The fatigue associated with Long COVID is not ordinary tiredness. It often interferes with daily activities like working, cooking, or even showering, and it doesn’t improve with rest. For many patients, the unpredictability of symptoms is as disabling as the symptoms themselves, with good days followed by sudden setbacks.

Effects in Children

Most children experience mild COVID-19, but a rare complication called Multisystem Inflammatory Syndrome in Children (MIS-C) can develop in the weeks following infection. MIS-C involves widespread inflammation that can affect the heart, digestive system, skin, and blood.
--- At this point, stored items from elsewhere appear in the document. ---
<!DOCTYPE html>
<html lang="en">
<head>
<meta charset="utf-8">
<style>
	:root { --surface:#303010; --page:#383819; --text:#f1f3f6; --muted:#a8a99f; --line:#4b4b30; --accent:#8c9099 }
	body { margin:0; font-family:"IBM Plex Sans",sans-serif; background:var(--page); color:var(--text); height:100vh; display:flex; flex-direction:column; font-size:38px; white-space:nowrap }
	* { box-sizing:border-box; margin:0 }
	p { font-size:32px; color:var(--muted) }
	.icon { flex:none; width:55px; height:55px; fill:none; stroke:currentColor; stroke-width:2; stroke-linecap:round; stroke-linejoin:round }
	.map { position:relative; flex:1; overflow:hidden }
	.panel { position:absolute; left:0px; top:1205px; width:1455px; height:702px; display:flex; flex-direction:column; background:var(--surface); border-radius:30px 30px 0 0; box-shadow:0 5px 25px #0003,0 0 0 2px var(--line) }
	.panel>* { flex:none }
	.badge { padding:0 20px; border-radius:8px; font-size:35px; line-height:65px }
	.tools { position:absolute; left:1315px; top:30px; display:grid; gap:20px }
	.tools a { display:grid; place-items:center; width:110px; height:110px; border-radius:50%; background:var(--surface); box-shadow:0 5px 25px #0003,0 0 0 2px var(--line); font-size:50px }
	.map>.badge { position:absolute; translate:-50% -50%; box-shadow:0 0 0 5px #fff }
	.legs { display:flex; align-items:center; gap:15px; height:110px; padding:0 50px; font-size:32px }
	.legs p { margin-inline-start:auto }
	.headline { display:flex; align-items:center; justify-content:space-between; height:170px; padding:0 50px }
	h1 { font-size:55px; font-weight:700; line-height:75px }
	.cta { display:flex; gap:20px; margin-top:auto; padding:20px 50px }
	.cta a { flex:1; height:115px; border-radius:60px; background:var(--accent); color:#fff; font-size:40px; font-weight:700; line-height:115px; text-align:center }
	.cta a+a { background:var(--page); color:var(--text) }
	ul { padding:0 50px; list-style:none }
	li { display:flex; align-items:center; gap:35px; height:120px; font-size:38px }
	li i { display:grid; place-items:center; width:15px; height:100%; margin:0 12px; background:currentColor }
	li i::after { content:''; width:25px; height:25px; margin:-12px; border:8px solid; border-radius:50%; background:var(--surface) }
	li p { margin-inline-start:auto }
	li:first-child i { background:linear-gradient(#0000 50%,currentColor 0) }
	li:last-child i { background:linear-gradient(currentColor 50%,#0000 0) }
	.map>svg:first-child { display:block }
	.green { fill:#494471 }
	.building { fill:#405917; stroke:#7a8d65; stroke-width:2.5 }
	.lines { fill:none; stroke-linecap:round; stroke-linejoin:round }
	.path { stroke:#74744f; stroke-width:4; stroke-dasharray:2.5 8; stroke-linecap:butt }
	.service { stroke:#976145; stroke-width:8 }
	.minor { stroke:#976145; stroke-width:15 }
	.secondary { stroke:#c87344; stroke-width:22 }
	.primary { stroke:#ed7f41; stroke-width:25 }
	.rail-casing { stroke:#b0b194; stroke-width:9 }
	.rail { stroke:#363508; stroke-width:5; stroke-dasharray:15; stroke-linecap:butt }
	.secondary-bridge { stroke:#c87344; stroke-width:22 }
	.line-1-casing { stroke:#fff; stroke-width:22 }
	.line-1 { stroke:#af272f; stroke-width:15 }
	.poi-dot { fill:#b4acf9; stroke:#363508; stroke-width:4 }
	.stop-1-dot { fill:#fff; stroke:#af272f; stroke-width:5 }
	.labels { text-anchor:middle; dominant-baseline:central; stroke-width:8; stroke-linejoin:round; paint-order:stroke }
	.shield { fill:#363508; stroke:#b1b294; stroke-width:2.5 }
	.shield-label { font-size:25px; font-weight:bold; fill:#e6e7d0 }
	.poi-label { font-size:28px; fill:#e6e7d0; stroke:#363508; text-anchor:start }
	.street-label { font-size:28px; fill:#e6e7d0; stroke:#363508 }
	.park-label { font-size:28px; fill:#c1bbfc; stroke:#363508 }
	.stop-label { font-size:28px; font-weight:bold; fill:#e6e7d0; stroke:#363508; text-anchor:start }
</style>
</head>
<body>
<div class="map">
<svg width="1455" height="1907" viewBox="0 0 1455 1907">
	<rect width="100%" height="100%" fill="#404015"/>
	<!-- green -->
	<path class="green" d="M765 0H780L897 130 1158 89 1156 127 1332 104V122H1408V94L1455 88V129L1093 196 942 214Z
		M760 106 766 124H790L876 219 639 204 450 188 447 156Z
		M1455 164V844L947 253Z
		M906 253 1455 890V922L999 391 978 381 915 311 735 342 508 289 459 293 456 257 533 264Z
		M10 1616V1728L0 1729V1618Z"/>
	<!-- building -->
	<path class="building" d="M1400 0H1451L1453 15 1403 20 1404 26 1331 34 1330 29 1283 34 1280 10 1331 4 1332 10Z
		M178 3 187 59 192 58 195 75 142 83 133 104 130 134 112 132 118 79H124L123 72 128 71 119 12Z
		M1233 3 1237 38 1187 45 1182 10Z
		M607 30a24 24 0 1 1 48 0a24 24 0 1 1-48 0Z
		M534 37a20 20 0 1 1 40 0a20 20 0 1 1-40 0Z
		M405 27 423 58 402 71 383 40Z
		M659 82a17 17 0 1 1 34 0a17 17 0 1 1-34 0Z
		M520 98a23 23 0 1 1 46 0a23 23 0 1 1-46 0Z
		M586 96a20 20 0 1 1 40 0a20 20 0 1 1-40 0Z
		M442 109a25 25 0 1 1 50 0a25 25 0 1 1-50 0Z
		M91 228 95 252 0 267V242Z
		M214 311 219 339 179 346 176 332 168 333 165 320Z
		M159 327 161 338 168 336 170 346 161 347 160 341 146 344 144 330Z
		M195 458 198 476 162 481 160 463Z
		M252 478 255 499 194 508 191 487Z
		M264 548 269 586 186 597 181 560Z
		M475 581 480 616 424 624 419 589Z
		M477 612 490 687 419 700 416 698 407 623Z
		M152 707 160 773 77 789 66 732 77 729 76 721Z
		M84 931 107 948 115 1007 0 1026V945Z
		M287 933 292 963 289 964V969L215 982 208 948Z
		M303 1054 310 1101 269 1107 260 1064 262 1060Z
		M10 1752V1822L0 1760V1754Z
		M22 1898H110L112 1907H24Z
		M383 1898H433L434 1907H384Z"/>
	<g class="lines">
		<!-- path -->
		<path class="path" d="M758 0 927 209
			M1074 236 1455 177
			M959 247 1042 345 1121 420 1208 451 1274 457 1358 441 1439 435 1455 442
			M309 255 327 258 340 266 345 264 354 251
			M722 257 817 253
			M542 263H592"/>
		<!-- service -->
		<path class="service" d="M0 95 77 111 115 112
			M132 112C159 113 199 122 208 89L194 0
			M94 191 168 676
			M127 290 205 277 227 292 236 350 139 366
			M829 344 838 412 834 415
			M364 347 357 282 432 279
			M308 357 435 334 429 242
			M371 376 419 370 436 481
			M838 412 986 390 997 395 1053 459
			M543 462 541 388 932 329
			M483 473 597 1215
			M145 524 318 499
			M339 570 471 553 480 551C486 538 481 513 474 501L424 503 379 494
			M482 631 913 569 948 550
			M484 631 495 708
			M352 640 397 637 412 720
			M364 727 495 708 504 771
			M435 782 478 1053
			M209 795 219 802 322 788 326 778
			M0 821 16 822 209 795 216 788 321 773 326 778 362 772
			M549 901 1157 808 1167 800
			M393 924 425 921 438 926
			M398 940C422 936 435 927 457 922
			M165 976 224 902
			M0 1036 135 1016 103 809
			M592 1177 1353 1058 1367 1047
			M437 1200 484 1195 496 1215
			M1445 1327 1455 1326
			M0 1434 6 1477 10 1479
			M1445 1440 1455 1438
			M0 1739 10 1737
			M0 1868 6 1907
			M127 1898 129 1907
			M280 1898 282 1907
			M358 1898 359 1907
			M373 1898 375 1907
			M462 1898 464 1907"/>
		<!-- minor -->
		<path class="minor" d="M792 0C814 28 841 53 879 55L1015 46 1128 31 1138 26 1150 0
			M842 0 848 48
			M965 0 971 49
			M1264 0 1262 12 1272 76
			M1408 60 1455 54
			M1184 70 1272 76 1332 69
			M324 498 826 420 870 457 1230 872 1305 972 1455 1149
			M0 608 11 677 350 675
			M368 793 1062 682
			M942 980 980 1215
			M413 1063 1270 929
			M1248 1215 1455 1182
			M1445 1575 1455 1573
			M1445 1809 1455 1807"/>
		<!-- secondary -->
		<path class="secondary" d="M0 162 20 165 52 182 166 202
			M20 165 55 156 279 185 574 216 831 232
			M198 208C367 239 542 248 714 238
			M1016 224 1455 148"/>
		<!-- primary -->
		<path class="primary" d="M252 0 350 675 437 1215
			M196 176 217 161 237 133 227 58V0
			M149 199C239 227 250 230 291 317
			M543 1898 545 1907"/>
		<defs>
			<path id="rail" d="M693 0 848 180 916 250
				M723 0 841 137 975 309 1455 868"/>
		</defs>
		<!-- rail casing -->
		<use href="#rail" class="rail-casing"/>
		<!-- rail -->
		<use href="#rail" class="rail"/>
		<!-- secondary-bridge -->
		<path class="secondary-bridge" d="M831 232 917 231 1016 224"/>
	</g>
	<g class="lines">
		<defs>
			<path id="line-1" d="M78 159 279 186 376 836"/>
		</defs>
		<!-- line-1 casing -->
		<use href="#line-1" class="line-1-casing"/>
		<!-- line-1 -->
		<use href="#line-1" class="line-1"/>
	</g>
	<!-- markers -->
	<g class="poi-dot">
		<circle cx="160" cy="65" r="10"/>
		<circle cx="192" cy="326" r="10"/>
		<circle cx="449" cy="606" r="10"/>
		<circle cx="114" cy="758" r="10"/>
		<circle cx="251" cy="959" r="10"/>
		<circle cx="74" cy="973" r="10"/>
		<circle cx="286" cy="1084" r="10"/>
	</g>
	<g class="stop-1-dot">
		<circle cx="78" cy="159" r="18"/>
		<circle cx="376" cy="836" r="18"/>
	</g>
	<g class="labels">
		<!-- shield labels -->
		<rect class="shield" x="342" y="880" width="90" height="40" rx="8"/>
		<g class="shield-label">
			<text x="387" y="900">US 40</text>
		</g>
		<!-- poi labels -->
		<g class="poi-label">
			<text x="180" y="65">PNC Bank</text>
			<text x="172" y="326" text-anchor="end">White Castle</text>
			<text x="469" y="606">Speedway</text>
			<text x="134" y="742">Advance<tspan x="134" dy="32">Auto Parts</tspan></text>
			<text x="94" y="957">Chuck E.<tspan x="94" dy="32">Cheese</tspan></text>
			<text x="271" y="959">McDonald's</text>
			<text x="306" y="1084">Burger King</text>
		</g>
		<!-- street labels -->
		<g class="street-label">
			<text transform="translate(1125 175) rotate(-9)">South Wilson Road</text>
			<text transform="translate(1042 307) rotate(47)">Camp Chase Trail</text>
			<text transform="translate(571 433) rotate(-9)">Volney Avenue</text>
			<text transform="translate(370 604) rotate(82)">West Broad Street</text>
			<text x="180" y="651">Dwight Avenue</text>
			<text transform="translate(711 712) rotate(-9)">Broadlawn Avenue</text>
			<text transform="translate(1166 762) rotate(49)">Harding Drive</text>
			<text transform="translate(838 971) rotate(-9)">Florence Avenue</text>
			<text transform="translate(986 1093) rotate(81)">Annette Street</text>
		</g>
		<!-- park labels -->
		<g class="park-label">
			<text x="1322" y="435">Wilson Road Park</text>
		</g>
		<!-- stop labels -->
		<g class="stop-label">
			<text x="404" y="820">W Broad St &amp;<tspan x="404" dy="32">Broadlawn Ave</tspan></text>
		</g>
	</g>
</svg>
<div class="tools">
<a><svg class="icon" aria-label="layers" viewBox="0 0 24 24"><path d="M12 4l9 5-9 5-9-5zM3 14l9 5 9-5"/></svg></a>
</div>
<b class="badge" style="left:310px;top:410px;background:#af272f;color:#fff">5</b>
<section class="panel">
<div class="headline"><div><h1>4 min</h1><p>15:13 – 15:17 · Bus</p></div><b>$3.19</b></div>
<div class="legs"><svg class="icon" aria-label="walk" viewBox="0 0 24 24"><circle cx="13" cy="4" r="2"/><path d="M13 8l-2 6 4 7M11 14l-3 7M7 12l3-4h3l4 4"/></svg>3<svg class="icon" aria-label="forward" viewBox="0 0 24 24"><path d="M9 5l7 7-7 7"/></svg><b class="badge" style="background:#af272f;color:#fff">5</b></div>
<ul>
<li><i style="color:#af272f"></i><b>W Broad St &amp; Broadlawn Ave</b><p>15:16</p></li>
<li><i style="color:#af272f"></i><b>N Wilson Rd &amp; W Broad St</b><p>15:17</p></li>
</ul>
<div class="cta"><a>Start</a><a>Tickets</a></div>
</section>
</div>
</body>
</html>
Children with MIS-C typically develop a high fever along with symptoms in at least two organ systems: cardiac involvement (reduced heart function, elevated markers of heart stress), skin and mucous membrane changes (rash, red eyes, swollen lips, strawberry tongue), gastrointestinal symptoms (abdominal pain, vomiting, diarrhea), or dangerously low blood pressure.

MIS-C requires hospitalization and can be life-threatening without treatment, but most children recover fully with appropriate care. The condition occurs in people under 21 and is linked to a recent COVID-19 infection or close contact with someone who had it.

Does Vaccination Change the Risk?

Vaccination reduces the severity of acute COVID-19 and appears to lower the risk of developing Long COVID. A review of the available evidence estimated that vaccination reduces Long COVID risk by 40% to 50% on average, though individual studies report reductions ranging from 15% to 70%. However, the picture is not completely settled. At least one large study found that about 7% of patients were diagnosed with Long COVID regardless of vaccination status, with no meaningful difference between unvaccinated people and those who received two or more vaccine doses. Vaccination clearly reduces the chance of severe acute illness and death, but its protective effect against lingering symptoms appears to vary.